+++ PROVIDED MATERIAL

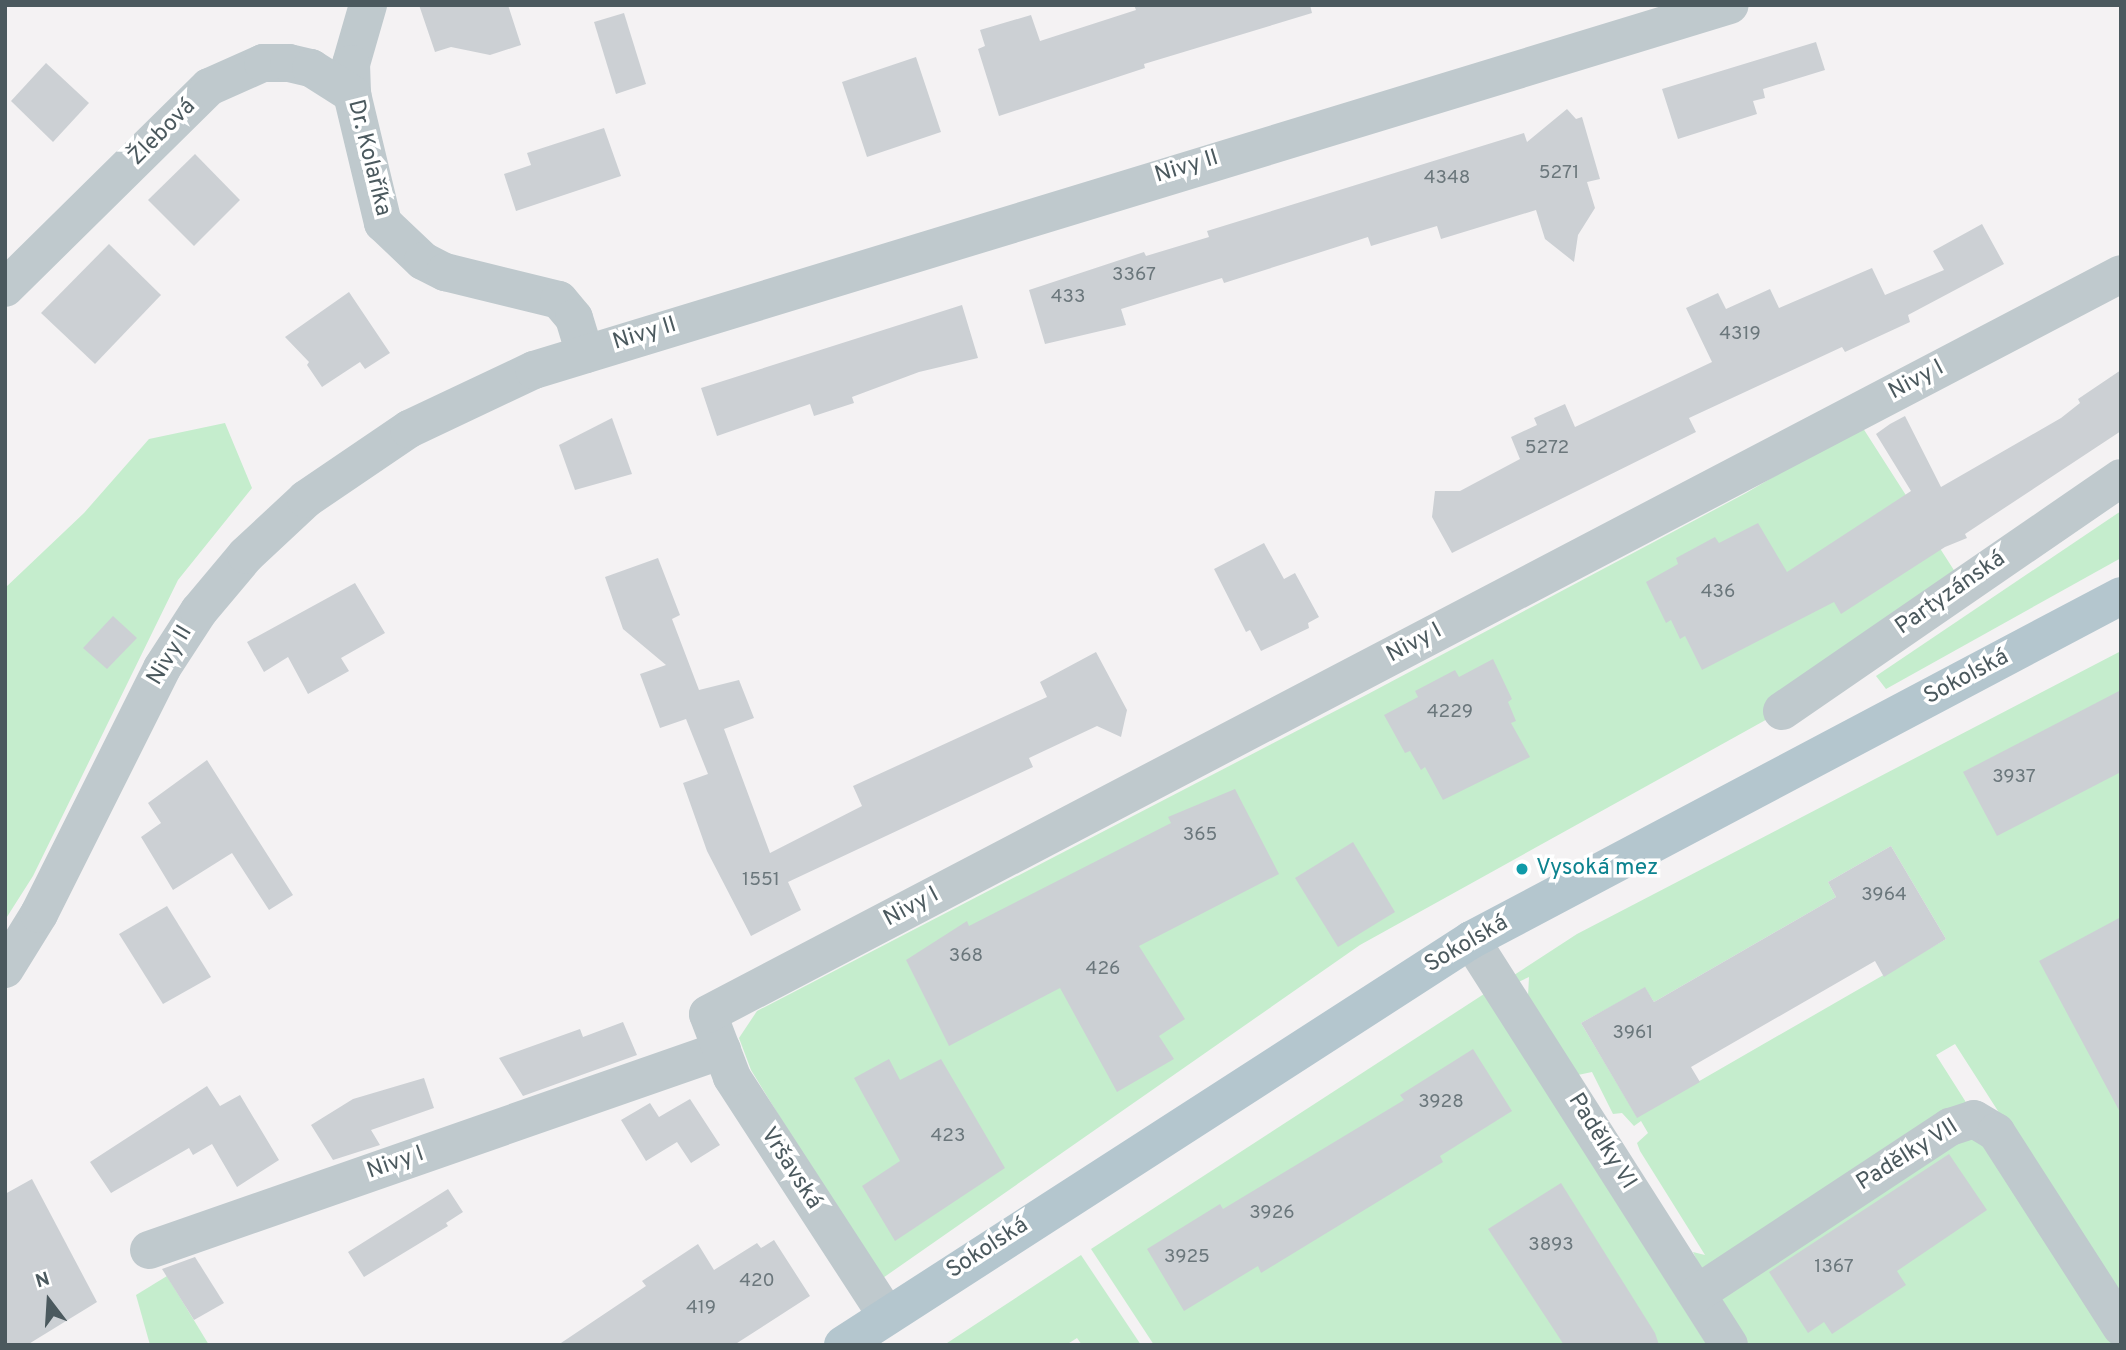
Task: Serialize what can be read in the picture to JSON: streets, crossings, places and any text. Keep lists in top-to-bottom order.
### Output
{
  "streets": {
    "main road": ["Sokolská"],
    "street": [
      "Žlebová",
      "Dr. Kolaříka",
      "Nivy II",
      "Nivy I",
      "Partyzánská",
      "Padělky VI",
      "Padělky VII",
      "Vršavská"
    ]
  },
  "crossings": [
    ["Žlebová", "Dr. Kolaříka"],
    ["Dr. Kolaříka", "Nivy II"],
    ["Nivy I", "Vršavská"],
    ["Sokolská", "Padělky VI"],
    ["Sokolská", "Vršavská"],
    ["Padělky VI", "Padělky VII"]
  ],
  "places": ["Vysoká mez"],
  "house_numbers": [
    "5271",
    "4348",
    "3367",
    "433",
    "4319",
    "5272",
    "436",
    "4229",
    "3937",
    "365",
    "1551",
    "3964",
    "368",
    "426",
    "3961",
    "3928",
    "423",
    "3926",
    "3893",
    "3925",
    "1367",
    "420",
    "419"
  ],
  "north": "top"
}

++++++
+++ PROVIDED MATERIAL

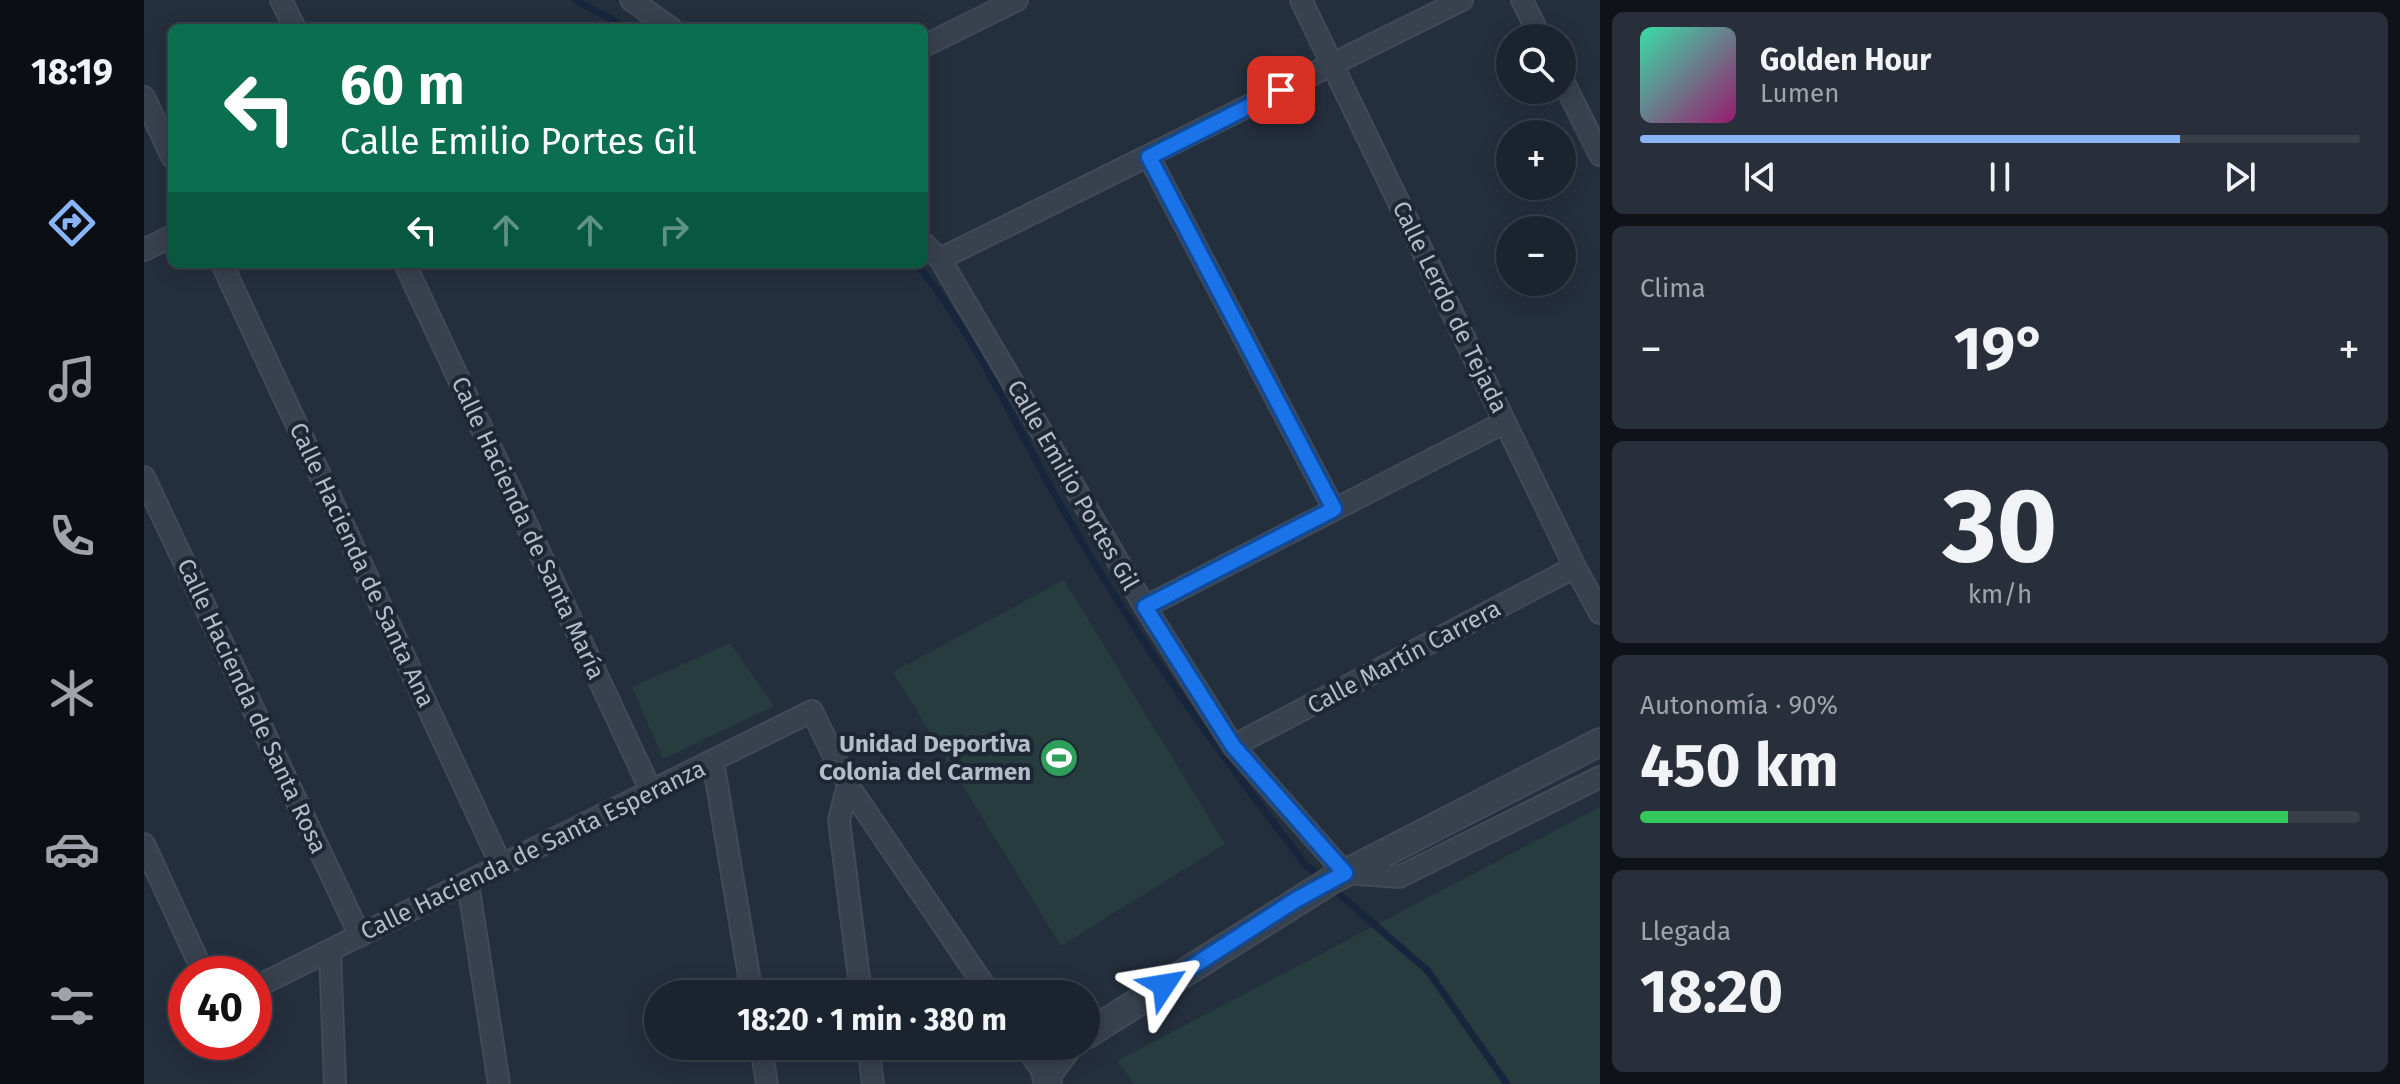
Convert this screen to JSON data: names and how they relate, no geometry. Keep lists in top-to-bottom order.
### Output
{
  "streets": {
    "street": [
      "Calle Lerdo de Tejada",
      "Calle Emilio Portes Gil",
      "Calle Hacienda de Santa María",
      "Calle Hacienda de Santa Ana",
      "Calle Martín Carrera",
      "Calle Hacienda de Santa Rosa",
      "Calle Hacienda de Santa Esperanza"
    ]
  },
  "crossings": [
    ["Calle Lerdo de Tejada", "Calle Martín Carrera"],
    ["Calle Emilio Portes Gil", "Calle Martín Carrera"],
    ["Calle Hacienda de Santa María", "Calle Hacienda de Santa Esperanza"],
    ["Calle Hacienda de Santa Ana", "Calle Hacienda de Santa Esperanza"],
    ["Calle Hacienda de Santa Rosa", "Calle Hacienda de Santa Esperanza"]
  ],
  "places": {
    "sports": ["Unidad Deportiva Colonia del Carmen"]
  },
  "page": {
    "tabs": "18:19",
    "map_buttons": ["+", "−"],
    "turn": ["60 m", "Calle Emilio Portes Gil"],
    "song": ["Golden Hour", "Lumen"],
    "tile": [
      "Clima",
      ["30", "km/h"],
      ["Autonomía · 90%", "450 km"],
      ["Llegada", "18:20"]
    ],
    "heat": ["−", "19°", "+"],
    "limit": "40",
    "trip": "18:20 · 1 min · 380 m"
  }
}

++++++

EXERCISE PROMPT: Only the number is wanted: count the lines of the records that hold the word "order".

PROBLEM SOLUTION: 2